O impacto do novo governo, segundo Victor, viria em dois lugares. Primeiro, na EPA (Agência de Proteção Ambiental), que Trump entregou ao ex-advogado-geral de Oklahoma Scott Pruitt – a quem Victor chama de “francamente maluco”. Na quarta-feira, em sabatina no Senado, Pruitt disse que é “questão de debate” se o clima está mudando e se as atividades humanas contribuem para isso. Obama usou a EPA para regular emissões de termelétricas e implementar o Plano de Energia Limpa, que é o instrumento de cumprimento da NDC (Contribuição Nacionalmente Determinada) dos EUA. É improvável que a agência, sob comando de Pruitt, mantenha essas regulações de pé. “A EPA deve ficar paralisada por uns dois anos, até que fique claro que regulações ambientais interessam à população americana”, disse Victor.

O brasileiro Juscelino Colares, professor de Direito na Universidade Case Western Reserve, em Cleveland, e especialista em litigância ambiental, diz concordar com essa visão sobre a EPA. “O que vão tentar fazer é matar o Plano de Energia Limpa e desacelerar as regulações contra o carvão. Aí vão ver se as emissões vão seguir caindo naturalmente”, disse. “Tentarão usar o argumento das forças de mercado contra o carvão .”

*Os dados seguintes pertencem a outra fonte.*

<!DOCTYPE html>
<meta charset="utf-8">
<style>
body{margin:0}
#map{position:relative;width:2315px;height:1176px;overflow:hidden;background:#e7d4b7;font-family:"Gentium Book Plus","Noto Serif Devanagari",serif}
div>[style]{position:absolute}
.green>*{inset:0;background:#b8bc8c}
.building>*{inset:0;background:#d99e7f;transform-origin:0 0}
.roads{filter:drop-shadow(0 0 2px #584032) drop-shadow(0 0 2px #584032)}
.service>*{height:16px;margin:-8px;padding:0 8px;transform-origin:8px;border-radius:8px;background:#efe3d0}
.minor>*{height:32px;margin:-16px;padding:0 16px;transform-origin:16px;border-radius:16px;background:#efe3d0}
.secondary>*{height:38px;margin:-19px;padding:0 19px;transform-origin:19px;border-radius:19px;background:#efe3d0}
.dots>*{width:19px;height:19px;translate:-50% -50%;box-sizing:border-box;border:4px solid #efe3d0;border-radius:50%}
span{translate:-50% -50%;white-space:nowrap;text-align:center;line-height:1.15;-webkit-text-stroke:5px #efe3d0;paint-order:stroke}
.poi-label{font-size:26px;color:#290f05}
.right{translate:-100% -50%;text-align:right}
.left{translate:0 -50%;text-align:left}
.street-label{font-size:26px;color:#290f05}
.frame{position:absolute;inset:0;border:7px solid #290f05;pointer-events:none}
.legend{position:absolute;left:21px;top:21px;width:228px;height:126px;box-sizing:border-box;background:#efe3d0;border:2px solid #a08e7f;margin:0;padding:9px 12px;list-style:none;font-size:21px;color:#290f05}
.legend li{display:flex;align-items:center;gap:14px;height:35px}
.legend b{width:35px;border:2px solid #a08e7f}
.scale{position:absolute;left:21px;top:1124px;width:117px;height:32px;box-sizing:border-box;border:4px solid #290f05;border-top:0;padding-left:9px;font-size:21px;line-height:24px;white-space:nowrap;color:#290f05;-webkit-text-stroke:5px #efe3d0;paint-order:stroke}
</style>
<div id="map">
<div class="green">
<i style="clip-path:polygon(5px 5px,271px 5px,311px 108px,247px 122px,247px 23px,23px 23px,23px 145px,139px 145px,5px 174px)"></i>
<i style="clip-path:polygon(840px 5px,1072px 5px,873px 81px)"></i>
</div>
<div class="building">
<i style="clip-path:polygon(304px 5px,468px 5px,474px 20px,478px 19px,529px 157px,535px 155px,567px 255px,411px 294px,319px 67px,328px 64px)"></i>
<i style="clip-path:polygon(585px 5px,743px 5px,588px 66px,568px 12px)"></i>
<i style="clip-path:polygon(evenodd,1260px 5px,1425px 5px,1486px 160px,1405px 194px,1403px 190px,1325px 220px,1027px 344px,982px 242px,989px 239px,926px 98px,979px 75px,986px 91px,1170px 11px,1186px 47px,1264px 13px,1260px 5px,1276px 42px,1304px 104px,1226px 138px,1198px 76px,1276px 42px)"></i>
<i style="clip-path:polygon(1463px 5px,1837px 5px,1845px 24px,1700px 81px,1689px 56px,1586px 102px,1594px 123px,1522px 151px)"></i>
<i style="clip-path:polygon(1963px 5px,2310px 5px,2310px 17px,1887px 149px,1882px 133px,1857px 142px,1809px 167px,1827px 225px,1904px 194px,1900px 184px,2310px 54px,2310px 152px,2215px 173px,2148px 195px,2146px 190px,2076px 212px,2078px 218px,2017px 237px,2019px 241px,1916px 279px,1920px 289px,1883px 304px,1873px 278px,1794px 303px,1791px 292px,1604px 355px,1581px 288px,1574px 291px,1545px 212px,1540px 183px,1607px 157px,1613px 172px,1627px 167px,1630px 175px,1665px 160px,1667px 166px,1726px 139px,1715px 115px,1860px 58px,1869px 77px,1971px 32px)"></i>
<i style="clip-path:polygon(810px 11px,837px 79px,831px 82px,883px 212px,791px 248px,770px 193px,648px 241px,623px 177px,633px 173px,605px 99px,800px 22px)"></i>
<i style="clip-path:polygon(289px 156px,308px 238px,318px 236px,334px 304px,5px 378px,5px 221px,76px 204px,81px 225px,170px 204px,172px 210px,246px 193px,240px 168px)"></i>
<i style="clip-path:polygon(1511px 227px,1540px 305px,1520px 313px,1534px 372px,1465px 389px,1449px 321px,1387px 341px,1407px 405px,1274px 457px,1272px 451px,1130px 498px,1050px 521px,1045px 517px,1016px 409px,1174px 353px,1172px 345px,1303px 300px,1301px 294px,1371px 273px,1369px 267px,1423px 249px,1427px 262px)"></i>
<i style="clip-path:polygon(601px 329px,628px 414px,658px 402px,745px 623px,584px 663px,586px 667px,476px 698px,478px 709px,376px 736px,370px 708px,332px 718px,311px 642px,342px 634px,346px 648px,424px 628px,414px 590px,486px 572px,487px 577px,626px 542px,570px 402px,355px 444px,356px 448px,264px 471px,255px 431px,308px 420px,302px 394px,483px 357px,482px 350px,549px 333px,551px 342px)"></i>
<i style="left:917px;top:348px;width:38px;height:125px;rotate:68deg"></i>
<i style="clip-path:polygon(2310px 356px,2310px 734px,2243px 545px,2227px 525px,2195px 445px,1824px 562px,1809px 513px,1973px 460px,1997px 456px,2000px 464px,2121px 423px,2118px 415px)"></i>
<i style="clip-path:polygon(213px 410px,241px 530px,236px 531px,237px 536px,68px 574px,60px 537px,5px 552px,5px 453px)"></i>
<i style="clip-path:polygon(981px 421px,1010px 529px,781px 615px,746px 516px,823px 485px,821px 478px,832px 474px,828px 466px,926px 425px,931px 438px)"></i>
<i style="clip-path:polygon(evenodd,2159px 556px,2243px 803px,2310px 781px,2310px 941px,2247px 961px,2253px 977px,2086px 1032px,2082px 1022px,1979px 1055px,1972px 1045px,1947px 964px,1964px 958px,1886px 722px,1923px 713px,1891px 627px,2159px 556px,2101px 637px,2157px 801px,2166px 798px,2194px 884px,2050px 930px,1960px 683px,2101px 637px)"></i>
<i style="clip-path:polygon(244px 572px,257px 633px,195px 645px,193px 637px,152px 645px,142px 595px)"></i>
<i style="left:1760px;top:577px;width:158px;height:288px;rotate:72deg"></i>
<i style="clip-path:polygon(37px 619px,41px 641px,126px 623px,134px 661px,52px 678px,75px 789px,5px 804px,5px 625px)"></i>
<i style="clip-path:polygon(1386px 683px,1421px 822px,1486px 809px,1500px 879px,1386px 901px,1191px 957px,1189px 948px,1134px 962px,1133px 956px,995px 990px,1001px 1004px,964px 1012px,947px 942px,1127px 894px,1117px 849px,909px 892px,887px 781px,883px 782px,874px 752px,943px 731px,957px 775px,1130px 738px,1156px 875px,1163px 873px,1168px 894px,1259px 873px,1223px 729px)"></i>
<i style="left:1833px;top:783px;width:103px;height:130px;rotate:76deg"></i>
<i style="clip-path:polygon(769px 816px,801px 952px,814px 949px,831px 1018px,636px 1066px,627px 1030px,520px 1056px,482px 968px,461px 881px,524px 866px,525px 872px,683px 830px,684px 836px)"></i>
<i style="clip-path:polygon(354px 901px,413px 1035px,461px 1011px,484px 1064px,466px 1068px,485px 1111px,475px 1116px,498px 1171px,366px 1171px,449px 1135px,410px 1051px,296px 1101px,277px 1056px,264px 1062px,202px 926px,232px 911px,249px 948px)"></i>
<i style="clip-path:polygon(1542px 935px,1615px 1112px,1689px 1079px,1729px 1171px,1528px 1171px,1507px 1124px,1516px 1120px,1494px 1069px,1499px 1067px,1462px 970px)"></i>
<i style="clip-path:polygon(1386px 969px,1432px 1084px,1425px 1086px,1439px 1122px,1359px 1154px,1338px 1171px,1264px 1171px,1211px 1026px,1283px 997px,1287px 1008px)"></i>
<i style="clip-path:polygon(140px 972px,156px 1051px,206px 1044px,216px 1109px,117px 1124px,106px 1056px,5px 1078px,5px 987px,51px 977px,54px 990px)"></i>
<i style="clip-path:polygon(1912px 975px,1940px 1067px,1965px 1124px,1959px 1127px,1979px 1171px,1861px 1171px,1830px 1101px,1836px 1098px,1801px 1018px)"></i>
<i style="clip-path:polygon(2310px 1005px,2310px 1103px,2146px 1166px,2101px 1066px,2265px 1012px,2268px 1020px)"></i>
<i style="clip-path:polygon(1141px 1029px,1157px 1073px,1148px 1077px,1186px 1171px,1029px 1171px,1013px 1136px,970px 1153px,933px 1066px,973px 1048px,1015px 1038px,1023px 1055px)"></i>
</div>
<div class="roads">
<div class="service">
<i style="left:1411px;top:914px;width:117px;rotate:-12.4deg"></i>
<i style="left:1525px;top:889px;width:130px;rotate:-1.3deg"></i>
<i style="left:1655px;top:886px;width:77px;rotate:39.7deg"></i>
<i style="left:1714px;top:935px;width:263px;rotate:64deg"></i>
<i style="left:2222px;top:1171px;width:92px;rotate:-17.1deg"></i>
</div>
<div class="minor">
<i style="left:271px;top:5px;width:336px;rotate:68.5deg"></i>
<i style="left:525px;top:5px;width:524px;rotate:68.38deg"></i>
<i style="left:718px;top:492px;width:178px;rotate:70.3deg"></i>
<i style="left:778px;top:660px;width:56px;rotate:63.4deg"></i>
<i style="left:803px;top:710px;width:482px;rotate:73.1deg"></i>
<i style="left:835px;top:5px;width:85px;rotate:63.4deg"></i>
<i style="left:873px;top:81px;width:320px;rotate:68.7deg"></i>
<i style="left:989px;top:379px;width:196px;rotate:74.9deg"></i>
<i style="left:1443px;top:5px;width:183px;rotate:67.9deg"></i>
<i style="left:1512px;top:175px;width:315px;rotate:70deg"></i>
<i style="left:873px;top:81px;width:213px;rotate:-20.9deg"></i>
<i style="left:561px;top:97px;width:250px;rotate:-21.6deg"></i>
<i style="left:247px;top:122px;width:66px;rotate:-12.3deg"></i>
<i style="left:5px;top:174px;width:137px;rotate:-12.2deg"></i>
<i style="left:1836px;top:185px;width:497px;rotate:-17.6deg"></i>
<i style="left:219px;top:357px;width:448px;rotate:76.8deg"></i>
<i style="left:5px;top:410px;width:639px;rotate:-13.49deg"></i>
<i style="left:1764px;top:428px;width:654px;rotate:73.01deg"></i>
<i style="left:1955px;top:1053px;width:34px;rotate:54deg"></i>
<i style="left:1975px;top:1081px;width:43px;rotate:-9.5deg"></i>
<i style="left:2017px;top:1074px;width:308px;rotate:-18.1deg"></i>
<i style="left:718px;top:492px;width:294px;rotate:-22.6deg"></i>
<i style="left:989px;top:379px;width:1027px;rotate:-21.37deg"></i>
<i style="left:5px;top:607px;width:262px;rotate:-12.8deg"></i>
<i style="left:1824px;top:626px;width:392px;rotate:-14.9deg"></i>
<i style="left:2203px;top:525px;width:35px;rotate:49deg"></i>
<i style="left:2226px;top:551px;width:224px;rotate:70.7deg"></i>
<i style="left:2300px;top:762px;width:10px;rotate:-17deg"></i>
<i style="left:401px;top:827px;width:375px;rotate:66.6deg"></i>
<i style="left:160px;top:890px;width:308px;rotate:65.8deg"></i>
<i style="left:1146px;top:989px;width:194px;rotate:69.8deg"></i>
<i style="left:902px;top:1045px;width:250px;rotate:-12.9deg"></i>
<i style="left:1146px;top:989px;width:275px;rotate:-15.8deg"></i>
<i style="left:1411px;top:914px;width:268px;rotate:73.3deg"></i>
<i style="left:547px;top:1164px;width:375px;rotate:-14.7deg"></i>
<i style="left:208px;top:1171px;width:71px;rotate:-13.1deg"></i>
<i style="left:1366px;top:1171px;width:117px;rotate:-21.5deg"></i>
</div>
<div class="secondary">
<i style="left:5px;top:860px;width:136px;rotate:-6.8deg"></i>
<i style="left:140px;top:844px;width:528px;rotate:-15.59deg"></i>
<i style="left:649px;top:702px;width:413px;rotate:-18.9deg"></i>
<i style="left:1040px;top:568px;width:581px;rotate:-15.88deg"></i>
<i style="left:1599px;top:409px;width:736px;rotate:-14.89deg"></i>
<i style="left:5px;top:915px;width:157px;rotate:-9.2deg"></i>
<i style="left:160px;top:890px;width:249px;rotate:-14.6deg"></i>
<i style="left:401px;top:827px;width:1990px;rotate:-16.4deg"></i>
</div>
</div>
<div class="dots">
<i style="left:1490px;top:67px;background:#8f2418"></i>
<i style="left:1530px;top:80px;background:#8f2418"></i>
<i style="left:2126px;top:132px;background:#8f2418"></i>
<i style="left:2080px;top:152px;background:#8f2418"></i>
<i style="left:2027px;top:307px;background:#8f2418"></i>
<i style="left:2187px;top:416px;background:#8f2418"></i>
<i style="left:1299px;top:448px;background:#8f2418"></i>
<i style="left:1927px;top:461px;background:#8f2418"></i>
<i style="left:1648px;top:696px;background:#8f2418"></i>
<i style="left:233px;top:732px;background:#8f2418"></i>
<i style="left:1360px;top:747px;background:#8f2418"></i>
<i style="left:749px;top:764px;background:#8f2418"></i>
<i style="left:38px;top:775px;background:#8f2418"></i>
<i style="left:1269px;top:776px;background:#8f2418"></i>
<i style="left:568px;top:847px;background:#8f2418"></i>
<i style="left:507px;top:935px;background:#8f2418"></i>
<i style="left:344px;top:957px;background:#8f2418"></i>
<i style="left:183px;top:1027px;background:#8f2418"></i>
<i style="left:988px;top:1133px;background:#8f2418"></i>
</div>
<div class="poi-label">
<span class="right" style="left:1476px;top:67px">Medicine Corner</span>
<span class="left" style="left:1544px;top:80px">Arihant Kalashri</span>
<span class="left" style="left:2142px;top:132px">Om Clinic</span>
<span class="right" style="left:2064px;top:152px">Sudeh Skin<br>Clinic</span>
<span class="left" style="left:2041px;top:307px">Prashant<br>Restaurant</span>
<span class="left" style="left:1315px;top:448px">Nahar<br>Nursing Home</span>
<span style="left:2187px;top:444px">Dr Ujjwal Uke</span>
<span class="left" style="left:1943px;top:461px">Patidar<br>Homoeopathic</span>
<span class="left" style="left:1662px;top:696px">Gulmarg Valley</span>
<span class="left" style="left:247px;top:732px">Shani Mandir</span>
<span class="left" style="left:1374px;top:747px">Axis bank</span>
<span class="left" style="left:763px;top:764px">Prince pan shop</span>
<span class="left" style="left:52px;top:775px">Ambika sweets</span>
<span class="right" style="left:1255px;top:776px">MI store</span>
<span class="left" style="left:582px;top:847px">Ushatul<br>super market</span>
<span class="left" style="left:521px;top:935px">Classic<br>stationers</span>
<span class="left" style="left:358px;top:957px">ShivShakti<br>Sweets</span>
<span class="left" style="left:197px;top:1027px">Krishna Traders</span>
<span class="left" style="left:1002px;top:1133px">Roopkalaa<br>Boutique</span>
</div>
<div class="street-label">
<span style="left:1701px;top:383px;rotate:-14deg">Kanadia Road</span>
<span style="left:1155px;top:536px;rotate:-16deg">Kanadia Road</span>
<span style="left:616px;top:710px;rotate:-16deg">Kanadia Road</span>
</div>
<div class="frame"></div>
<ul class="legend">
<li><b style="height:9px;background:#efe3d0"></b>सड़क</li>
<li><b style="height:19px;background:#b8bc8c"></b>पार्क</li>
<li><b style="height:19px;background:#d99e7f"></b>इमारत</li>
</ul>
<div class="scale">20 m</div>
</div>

O cenário mais provável, para Colares, é que seja adiado o fechamento de algumas termelétricas a carvão, sem que novos investimentos sejam realizados. “A indústria sabe que é perigoso investir. Ninguém mais vai botar dinheiro em carvão, a não ser investimentos que já tenham sido feitos.”

“Não há como a política de Trump possa fazer com que as termelétricas voltem; não é econômico”, concorda Eduardo Viola, professor de Relações Internacionais da Universidade de Brasília. “O complexo das energias renováveis se tornou competitivo e isso é irreversível. O problema é que a velocidade de avanço é muito lenta em relação à dinâmica do aquecimento global.”

MULTILATERALISMO EM BAIXA

Segundo Victor, a segunda área em que Trump poderá ter um impacto negativo real é a política internacional, com investidas contra a globalização e uma provável suspensão dos pagamentos ao Fundo Verde do Clima, para o qual os EUA ainda devem US$ 2 bilhões (em sua última semana de governo, Obama depositou mais US$ 500 milhões no fundo). Sintomático desse risco, aponta, foi o fato de o presidente da China, Xi Jinping, ter aberto o Fórum Econômico Mundial, em Davos, defendendo a globalização e a ação contra as mudanças climáticas. “A presidente da Suíça, Doris Leuthard, fez um discurso muito curto na abertura em Davos. E ainda assim encontrou tempo de destacar o tema climático e a importância do Acordo de Paris. Isso reflete a ansiedade europeia em torno do que Trump significa para a ordem mundial”, afirmou.

Viola afirma que precisamente a ordem mundial é uma dimensão-chave do impacto negativo da eleição do americano: Trump, nacionalista, antiglobalista e vocalmente contrário ao livre-comércio, aumenta a conflitividade do sistema internacional. “O neonacionalismo de Trump, aliado ao nacionalismo de Vladimir Pútin, e a extrema direita europeia aumentam o conflito e diminuem a cooperação, e cooperação internacional é fundamental para a governança climática”, pondera.

O professor da UnB, como Ben Sanderson, do NCAR, vê também um risco real de que outros países se escorem na inação americana para desacelerar a própria ambição. “Não dirão isso no discurso”, raciocina Viola, “mas podem pensar: por que vou me esforçar?” Um dos países que correm esse risco, segundo ele, é o Brasil, cujo governo é “totalmente insensível à economia de baixo carbono”.